:: Brief ::
The entries contain pictures, which should not appear in the copy; everything else must be reproduced exactly.

:: Records to use ::
********

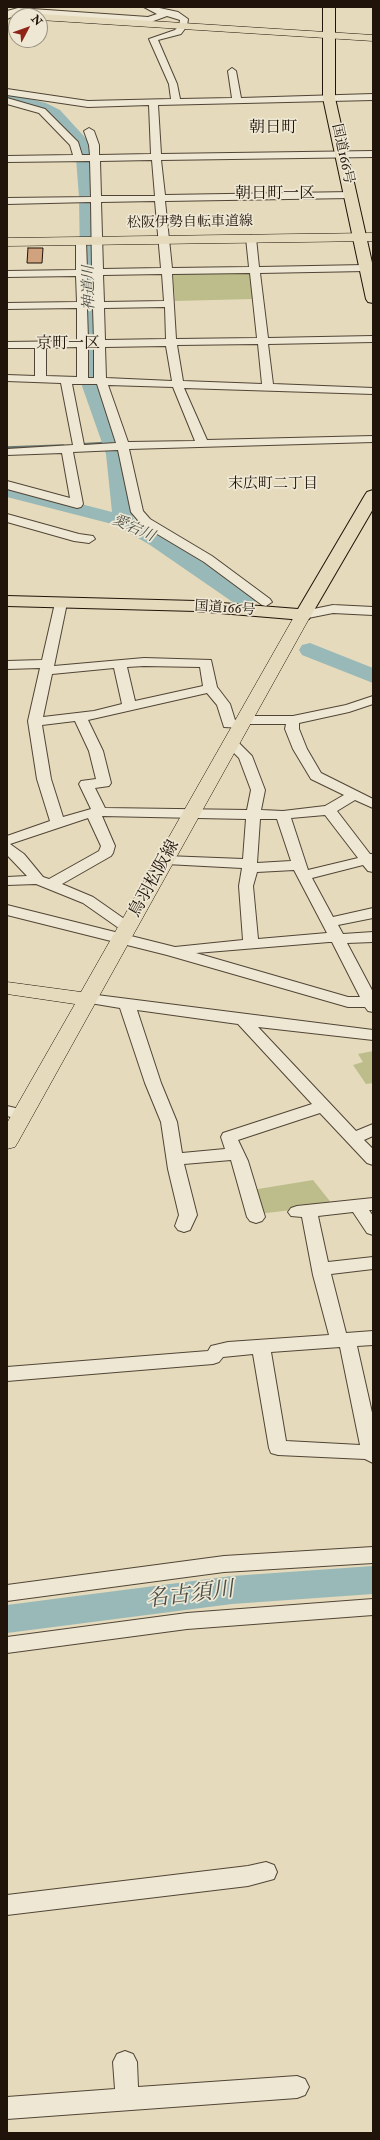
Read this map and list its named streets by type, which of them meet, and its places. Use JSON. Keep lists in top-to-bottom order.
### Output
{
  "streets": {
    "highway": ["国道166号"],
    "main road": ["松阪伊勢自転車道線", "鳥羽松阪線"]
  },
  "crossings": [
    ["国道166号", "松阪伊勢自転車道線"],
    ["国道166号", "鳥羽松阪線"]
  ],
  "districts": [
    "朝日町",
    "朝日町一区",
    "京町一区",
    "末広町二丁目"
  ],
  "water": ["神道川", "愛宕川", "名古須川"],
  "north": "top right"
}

********

:: Answer to the problem ::
Read this map and list its named streets by type, which of them meet, and its places. Use JSON. Keep lists in top-to-bottom order.
### Output
{
  "streets": {
    "highway": ["国道166号"],
    "main road": ["松阪伊勢自転車道線", "鳥羽松阪線"]
  },
  "crossings": [
    ["国道166号", "松阪伊勢自転車道線"],
    ["国道166号", "鳥羽松阪線"]
  ],
  "districts": [
    "朝日町",
    "朝日町一区",
    "京町一区",
    "末広町二丁目"
  ],
  "water": ["神道川", "愛宕川", "名古須川"],
  "north": "top right"
}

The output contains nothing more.